Triune begins as the story of an eponymous rock band comprised of an irreverent young Jewish man (Jaron), an enigmatic young Christian man (Noah), and a half-traditional/half-progressive young Muslim woman (Sam). The three are on a mission to show the world that just as they can make music together, so could we all make peace together: “God made us all unique, you know?” Sam tells a reporter. “Triune shows people that unity can be achieved with hard work and an open mind.”
Their naivete and youthful enthusiasm is played out against a background of bigoted parental figures and the endless war in the Middle East. Just as they are about to achieve the long-wished-for dream of a music company contract, Jaron’s brother is killed in Israel, the band breaks up, and (evidently to please his grieving parents) Jaron returns to Israel and joins the army. Not, however, before he unknowingly impregnates Sam, causing her family to disown her.

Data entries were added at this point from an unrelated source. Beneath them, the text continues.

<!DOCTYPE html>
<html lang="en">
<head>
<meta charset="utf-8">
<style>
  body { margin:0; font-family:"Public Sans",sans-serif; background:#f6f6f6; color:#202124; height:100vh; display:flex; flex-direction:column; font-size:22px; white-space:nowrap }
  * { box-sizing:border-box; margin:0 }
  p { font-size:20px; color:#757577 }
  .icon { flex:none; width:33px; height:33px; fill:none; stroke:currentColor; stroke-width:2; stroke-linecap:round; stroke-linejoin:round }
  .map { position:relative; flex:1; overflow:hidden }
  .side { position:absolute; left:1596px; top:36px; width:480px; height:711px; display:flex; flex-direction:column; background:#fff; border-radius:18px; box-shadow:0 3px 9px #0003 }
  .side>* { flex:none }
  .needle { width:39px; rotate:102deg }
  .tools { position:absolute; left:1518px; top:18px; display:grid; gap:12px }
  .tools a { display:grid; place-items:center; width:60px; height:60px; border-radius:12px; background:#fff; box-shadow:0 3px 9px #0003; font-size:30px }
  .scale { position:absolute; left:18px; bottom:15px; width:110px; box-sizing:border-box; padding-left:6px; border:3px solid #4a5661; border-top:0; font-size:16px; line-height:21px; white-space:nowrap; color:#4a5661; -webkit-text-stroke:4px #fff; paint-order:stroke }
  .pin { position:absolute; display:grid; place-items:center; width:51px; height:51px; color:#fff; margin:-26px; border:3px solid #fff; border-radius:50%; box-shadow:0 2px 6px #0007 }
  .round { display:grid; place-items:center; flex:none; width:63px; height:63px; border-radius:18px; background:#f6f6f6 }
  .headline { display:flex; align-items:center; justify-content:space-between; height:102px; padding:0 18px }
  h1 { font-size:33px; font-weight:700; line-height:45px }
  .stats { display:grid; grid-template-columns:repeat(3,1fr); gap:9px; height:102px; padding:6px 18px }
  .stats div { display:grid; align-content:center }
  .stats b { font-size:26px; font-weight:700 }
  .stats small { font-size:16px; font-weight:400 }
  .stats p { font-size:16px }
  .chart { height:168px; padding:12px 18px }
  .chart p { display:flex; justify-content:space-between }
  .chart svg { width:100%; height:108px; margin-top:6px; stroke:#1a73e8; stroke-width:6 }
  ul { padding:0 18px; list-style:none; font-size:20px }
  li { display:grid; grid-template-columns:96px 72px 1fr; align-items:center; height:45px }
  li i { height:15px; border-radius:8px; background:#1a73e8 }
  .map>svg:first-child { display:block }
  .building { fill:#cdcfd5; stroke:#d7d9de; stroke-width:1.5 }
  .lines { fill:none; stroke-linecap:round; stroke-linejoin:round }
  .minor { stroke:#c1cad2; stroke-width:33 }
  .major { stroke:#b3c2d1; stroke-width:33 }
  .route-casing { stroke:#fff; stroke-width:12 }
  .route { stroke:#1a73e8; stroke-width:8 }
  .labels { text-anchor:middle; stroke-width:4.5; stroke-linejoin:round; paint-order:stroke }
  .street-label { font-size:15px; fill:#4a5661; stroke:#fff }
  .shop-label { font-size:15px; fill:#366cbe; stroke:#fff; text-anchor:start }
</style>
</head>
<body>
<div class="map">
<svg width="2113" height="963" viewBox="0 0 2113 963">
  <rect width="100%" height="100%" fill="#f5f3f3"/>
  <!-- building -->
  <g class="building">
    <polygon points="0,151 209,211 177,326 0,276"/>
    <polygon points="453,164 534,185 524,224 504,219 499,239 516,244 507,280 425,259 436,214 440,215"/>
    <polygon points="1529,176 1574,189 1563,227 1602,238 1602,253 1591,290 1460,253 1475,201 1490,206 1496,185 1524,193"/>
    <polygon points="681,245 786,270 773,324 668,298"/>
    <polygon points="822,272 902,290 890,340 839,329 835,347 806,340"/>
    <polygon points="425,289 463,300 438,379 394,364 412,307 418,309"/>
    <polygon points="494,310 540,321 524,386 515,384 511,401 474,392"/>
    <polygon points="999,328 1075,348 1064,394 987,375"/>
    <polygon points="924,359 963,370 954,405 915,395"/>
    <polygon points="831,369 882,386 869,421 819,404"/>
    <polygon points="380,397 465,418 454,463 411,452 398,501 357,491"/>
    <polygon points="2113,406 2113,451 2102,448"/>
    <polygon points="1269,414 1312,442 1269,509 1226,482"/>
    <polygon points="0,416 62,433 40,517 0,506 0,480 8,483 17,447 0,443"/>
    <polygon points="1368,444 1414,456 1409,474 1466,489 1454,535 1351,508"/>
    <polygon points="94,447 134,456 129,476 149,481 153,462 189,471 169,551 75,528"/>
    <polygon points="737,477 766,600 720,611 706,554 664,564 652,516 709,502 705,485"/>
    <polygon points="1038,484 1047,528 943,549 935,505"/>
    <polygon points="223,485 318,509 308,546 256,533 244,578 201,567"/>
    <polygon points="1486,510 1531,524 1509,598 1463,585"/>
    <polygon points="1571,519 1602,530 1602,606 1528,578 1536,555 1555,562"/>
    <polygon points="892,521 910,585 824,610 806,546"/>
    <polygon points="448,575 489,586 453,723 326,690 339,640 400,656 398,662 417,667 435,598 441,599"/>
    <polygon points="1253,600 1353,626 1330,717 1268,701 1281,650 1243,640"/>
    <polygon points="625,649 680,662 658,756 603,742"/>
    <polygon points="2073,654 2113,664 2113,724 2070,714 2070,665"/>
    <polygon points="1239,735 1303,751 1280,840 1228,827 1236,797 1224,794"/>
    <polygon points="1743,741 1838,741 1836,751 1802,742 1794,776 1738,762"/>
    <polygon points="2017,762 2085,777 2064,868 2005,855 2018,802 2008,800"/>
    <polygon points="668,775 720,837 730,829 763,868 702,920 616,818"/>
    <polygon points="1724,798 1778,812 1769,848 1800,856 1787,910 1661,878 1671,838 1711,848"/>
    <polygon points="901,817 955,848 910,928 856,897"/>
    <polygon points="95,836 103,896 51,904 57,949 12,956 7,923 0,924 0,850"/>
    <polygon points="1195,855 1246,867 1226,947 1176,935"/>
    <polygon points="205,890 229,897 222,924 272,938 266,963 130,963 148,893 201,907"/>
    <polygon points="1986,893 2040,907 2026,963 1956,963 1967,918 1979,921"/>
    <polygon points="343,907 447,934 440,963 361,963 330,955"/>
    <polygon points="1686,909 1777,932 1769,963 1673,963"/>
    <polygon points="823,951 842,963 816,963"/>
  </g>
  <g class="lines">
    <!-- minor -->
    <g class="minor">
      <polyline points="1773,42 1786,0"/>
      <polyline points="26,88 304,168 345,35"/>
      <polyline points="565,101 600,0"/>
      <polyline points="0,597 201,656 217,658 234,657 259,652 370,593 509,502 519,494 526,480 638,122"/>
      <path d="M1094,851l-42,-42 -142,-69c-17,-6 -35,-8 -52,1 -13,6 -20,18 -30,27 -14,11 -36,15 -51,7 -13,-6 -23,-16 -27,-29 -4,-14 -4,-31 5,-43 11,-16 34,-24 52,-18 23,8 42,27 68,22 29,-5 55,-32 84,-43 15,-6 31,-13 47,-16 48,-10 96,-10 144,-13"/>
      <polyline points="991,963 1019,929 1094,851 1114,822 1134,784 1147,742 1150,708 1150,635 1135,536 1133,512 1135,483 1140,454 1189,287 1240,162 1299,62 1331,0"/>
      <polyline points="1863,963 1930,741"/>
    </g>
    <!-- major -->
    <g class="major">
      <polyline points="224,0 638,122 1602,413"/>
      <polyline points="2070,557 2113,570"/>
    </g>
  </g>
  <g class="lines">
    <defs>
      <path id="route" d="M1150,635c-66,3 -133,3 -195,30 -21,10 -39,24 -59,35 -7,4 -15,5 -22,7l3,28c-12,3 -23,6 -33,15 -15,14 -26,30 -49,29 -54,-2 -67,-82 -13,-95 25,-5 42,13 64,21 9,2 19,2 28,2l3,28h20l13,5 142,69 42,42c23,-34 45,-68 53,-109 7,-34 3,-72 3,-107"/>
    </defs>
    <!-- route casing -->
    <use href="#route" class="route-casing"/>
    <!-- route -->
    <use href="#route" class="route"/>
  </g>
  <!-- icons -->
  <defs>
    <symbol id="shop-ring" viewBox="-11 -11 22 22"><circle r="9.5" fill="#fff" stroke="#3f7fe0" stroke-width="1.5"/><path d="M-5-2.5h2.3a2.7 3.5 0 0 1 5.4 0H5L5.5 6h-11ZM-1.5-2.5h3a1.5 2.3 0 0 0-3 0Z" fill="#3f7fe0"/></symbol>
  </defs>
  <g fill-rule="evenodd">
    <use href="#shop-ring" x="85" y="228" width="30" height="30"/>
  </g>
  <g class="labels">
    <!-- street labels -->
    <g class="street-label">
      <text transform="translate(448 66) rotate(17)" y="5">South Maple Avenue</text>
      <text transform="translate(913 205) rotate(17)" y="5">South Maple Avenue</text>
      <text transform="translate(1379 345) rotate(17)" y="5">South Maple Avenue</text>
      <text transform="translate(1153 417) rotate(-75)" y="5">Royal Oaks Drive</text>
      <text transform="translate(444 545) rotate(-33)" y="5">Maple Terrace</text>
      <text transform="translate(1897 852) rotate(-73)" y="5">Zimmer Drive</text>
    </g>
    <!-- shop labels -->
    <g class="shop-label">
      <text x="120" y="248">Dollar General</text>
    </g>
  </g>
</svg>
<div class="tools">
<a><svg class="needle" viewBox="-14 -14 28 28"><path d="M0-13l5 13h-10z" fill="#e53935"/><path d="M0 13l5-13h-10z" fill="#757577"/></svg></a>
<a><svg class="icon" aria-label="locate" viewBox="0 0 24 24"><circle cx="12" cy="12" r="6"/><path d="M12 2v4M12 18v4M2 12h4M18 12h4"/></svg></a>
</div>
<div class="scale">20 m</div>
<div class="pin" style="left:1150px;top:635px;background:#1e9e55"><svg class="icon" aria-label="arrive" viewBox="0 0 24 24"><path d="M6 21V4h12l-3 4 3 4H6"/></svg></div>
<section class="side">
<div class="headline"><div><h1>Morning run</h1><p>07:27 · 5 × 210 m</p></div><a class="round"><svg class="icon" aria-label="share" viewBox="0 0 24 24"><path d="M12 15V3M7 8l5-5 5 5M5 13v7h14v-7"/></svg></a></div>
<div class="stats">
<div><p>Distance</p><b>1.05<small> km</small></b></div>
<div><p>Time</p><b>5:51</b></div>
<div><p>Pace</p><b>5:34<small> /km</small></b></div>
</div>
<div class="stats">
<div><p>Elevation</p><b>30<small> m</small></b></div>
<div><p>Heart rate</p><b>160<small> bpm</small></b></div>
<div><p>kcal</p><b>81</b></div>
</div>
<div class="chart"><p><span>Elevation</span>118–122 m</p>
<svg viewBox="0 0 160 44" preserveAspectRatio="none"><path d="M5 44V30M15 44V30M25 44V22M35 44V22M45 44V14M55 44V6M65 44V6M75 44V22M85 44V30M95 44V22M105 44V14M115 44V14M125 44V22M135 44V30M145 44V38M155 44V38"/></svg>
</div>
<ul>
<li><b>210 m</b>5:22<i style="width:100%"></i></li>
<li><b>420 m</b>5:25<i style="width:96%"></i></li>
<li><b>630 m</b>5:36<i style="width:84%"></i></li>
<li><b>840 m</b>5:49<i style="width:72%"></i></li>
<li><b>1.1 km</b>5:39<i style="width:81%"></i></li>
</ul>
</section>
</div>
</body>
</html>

Sam moves in with Noah, who clearly has some painful past secrets that have warped his chances for happiness. Jaron, off to the wars, keeps in touch with Noah but does not respond to Sam’s letters. In one such letter she tells Jaron about an incident in a store in which a mother got flustered with her whining, arguing children, and took away the book they were fighting over, saying, “I’m sick of this fighting. If you can’t share, then neither of you can have it.” Sam reflects that God ought to say the same thing about the Holy Land: if we can’t share it, nobody can have it!
She has no way of knowing that Jaron, who doesn’t write to her, has latched on to this idea in a rather twisted way. The final section of the book, in which Noah tries to find and rescue Jaron, reads like a Dan Brown story, in which spiritual ideas become the basis for great, if disturbing, adventures. You’ll have to read the book yourself to find out what happens on the Temple Mount!
I would just add my agreement with and appreciation for what I take to be Bowen’s real underlying point in this nicely-done first novel, as expressed in the book by Noah: Speaking of Triune he describes it as “three people of different faiths displaying the universal truth of benevolence, compassion and peace that lie at the core of every religion.”